Le groupe des organisations de la Société civile ne compte pas reculer dans sa lutte contre la promotion de l’homosexualité au Sénégal. En point de presse ce mardi, suite à l’affaire Oxfam, ledit groupe a attiré l’attention de l’État sur « l’agenda caché de certains partenaires et organisations internationales qui, sous le manteau d’une présumée lutte pour la défense des droits humains, tentent de promouvoir le développement des communautés Lgbti au Sénégal ».

« La collaboration avec les organisations internationales et nos partenaires doit reposer sur les principes et les valeurs qui sous-tendent le commun vouloir de vie commune de la Nation sénégalaise. Nous vivons dans une société régie par des valeurs que nous entendons préserver. En aucun cas nous ne pouvons appuyer la promotion de l’homosexualité et ses pratiques assimilées sous prétexte des financements que nous recevons des organisations internationales », ont déclaré les organisations signataires.
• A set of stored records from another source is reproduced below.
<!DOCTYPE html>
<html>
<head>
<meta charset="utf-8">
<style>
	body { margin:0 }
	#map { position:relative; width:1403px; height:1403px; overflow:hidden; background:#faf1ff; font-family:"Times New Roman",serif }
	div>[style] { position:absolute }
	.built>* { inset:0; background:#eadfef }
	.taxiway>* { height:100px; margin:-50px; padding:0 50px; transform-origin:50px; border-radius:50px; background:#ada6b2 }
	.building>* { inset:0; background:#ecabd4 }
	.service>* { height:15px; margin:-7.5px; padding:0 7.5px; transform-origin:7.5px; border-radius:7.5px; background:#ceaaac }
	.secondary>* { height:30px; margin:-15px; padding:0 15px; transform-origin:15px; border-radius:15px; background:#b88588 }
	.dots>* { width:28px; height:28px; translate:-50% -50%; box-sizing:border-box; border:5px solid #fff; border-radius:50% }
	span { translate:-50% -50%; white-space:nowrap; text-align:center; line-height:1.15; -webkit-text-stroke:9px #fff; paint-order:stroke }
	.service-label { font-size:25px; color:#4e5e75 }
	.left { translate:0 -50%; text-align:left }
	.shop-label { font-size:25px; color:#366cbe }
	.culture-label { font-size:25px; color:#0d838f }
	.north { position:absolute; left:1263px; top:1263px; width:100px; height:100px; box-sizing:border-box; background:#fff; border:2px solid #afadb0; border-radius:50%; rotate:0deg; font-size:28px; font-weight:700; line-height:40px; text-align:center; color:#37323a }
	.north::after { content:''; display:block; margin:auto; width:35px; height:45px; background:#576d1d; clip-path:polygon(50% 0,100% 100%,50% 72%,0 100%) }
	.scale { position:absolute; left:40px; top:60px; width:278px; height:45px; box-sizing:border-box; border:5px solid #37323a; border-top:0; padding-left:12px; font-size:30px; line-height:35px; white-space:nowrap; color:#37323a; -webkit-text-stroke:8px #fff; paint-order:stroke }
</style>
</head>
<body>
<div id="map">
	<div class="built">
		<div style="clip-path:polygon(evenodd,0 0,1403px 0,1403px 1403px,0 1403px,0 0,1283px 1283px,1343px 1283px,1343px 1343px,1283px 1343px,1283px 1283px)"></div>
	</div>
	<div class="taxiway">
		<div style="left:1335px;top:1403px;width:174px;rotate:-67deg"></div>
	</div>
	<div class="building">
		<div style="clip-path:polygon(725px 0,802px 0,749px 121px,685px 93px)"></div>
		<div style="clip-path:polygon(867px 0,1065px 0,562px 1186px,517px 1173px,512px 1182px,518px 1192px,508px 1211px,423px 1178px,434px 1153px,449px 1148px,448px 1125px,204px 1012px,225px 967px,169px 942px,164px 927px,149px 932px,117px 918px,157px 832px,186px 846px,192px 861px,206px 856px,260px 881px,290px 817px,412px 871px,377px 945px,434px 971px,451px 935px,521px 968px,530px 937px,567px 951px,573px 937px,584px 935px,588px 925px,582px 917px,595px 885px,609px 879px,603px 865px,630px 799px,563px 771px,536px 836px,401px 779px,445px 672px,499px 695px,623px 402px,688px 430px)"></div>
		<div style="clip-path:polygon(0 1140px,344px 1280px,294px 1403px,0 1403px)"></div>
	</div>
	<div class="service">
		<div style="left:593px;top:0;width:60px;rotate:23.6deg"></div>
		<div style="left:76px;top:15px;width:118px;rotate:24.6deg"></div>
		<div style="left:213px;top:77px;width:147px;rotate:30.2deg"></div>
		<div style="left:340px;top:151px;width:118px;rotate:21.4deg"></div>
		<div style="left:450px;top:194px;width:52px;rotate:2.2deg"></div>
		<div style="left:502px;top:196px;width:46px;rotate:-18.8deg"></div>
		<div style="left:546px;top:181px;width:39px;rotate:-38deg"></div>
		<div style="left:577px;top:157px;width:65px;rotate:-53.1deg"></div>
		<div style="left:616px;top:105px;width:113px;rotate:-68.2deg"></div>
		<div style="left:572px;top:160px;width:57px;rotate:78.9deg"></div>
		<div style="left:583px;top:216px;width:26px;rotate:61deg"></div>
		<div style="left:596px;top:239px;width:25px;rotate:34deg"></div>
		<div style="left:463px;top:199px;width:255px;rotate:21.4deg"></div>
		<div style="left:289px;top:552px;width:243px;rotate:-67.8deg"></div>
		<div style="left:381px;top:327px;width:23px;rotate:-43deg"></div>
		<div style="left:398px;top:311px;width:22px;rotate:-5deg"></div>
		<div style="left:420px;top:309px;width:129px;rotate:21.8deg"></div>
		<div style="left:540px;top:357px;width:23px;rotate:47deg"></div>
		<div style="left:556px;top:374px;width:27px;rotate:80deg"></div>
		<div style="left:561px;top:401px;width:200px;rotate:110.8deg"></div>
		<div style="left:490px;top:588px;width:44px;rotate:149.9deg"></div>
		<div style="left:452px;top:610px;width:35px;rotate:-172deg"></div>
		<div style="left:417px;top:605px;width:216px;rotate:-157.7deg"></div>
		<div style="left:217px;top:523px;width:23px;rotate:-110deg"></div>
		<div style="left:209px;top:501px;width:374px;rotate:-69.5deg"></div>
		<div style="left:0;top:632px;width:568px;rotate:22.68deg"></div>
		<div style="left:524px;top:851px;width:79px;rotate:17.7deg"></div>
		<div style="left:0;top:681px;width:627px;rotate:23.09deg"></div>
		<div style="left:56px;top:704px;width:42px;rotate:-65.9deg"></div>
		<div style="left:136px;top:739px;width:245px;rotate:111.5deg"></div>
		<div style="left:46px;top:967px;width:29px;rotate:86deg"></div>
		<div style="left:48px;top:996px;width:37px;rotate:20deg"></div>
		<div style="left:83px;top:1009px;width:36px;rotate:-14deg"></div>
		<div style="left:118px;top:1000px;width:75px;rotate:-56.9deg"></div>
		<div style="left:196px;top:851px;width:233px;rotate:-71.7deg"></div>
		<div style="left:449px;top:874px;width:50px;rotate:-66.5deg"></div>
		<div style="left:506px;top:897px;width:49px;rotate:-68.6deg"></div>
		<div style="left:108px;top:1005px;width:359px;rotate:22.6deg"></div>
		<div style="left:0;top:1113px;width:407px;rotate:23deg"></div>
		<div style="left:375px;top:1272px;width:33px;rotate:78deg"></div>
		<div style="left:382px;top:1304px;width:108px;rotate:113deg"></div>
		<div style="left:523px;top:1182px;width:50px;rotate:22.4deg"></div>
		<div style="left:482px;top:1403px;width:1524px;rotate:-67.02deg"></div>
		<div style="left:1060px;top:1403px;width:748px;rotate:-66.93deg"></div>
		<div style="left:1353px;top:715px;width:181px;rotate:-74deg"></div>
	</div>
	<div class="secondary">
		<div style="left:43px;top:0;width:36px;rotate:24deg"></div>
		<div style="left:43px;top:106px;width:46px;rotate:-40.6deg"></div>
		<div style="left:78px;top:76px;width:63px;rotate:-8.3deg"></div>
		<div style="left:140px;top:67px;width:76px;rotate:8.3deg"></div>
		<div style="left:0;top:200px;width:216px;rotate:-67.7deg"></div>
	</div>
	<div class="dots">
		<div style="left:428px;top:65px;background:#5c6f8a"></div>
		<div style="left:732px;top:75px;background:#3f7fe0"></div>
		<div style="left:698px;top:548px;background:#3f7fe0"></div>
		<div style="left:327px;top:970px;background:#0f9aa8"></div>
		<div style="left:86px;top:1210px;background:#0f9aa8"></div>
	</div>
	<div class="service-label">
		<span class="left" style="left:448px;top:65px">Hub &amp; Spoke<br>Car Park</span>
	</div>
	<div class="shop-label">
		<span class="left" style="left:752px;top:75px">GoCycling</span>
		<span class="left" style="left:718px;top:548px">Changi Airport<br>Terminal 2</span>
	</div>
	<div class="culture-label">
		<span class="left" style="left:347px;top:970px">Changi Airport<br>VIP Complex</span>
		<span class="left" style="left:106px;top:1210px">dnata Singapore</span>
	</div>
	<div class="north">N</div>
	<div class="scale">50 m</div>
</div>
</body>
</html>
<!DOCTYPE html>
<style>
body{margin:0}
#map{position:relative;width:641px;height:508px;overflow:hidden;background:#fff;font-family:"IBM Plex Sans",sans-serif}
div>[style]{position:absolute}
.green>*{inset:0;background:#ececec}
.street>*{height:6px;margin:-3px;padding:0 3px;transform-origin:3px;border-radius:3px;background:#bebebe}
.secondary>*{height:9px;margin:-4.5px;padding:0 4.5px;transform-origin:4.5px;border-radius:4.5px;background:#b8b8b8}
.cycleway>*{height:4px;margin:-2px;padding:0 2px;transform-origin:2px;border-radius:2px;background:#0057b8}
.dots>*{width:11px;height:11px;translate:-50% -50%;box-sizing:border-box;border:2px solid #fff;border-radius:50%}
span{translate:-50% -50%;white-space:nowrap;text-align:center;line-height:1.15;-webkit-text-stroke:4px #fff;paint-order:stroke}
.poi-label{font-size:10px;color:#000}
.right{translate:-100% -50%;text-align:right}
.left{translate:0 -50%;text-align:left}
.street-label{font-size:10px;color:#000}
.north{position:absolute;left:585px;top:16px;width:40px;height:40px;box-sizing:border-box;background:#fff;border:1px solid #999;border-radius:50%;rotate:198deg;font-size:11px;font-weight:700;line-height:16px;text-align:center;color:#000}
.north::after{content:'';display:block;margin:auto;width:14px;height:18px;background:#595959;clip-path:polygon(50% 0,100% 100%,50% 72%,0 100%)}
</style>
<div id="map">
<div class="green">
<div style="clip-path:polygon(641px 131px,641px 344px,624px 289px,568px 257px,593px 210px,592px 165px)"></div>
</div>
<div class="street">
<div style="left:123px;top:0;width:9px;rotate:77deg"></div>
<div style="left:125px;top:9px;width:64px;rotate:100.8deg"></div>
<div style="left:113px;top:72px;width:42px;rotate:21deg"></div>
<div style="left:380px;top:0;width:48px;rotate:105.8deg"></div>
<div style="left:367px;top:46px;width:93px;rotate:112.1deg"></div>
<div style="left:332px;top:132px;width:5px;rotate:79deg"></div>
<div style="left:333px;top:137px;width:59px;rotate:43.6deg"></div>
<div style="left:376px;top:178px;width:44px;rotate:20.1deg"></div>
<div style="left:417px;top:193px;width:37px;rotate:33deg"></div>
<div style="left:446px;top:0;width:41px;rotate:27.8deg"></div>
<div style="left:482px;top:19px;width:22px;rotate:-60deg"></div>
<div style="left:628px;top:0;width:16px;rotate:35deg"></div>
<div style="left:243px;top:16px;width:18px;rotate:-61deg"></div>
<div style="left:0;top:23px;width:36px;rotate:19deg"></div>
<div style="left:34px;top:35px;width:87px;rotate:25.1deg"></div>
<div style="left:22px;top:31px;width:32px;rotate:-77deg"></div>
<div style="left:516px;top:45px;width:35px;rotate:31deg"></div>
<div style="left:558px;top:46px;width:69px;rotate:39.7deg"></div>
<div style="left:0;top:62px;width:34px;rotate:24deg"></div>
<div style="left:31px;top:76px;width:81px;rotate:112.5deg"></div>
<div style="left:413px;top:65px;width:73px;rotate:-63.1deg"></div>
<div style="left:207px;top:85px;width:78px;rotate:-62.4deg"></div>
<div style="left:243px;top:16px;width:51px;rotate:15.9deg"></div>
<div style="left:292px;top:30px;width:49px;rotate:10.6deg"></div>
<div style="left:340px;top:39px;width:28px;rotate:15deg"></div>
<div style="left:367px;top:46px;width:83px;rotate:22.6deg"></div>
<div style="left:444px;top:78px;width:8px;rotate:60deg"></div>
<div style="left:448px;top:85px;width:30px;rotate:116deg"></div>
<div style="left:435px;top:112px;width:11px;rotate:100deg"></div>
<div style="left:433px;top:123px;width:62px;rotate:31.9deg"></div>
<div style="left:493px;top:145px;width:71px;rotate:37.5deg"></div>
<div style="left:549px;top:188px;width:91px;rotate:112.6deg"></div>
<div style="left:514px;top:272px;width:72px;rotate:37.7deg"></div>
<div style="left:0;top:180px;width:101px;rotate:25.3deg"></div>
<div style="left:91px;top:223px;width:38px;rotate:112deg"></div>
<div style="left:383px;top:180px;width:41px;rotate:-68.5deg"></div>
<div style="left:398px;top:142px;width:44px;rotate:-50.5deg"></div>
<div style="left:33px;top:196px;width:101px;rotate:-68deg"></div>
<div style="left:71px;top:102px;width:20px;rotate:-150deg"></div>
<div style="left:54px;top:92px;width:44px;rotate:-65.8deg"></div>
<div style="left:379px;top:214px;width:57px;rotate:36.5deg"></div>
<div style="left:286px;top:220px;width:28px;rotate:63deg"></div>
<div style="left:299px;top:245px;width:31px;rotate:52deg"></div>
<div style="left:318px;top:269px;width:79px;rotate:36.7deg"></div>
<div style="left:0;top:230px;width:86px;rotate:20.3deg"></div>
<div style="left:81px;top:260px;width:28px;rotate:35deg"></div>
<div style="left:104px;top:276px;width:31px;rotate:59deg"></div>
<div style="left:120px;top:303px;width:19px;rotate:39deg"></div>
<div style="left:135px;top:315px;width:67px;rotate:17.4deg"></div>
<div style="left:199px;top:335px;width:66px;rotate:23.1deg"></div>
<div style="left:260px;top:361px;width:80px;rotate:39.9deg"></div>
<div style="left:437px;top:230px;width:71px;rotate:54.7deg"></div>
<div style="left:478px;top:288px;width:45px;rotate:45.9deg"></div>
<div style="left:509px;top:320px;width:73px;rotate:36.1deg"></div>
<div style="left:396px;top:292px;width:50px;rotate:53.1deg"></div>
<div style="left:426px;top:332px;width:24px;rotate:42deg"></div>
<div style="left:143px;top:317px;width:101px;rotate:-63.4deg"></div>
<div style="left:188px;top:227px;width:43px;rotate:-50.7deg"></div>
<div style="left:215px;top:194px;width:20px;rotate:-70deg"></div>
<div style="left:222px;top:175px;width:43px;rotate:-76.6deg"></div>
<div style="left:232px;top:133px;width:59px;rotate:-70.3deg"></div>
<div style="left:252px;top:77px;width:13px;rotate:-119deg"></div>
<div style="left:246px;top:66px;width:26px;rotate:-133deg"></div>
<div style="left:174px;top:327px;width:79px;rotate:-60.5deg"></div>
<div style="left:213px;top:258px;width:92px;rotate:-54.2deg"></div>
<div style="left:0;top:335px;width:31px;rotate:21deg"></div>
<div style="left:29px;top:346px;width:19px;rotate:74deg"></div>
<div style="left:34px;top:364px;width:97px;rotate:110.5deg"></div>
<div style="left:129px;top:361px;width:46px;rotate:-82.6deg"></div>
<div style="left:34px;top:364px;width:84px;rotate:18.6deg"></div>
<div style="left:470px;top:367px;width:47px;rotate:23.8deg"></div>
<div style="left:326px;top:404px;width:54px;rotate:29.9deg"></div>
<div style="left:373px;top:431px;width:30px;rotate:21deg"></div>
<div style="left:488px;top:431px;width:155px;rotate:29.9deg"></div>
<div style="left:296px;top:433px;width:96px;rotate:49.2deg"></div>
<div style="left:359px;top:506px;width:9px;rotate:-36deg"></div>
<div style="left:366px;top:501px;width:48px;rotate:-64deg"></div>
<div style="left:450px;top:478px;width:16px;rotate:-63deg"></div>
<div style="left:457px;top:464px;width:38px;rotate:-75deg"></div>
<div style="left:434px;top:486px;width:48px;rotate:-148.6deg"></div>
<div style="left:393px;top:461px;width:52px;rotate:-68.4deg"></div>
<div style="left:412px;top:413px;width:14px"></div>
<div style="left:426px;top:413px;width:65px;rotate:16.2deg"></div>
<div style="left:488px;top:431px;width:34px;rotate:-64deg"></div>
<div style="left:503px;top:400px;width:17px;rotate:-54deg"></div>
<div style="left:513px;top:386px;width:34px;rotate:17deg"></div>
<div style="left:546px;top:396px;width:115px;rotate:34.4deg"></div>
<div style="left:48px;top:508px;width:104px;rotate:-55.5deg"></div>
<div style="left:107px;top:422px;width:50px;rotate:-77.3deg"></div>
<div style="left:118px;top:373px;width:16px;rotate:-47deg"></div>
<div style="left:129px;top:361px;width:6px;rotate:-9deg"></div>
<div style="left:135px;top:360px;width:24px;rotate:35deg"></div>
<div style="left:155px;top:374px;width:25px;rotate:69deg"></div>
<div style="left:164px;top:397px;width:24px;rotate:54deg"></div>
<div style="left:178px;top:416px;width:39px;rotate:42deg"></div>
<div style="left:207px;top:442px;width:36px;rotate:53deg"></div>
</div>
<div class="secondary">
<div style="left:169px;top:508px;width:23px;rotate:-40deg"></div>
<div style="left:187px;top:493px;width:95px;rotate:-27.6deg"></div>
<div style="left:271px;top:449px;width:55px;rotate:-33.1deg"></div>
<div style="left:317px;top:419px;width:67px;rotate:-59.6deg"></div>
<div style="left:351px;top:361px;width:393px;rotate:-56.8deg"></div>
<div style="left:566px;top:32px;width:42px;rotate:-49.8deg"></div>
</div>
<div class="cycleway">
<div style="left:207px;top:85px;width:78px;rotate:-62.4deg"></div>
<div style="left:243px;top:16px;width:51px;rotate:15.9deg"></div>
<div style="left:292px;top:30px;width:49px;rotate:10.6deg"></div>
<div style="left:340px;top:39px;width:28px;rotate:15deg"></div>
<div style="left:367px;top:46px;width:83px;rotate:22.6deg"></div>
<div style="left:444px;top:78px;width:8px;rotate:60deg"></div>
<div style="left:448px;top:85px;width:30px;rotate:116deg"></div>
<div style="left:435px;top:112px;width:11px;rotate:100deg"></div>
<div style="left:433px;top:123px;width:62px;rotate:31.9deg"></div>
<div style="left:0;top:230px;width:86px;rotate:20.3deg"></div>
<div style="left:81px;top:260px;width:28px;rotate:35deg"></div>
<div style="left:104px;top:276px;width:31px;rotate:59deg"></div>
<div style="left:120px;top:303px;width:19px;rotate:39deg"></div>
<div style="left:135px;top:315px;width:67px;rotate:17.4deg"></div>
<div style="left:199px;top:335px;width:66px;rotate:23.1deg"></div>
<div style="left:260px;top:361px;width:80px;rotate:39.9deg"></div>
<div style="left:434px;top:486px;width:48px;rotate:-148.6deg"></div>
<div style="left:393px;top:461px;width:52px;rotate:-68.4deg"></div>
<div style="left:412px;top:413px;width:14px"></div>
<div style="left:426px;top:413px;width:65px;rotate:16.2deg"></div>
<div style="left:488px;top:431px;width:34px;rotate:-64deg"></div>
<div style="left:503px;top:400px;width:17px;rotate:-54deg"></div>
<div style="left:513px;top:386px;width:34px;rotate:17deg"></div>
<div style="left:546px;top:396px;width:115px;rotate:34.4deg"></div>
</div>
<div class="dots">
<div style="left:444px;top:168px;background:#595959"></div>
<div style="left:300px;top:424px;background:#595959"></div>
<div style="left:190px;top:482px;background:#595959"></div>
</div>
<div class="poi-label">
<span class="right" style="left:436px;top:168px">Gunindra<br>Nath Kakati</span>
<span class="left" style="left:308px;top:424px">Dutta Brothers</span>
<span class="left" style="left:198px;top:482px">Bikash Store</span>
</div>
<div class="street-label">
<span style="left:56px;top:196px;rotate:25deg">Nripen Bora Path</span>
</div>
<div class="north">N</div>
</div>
Il s’agit,  notamment de la plateforme Ane du Pr Babacar Guèye, l’Ong 3D, la Raddho, l’Osiwa, le Forum du justiciable, Imam Amadou Kanté, Valdiodio Ndiaye (Cosce), Ndiaga Sylla, Y en a marre, le Cadre unitaire de l’islam au Sénégal, la Ligue sénégalaise des droits de l’homme, l’Ondh, entre autres.

Lesquelles fondent leur action sur la base d’un certain nombre de principes que sont « la non-discrimination qui veut que les droits des personnes soient protégés sans distinction de race, de sexe, de religion, l’égalité devant loi et du droit à un procès équitable, la non-violence et du respect de la vie privée des individus ».

Selon eux, il y a « une nette différence entre la défense des droits humains et la promotion des Lgbti. L’objectif de cette déclaration est donc de consolider la réconciliation entre le respect des droits humains et la préservation des valeurs sociales, culturelles et religieuse sur lesquelles reposent la paix et la stabilité de la société sénégalaise ».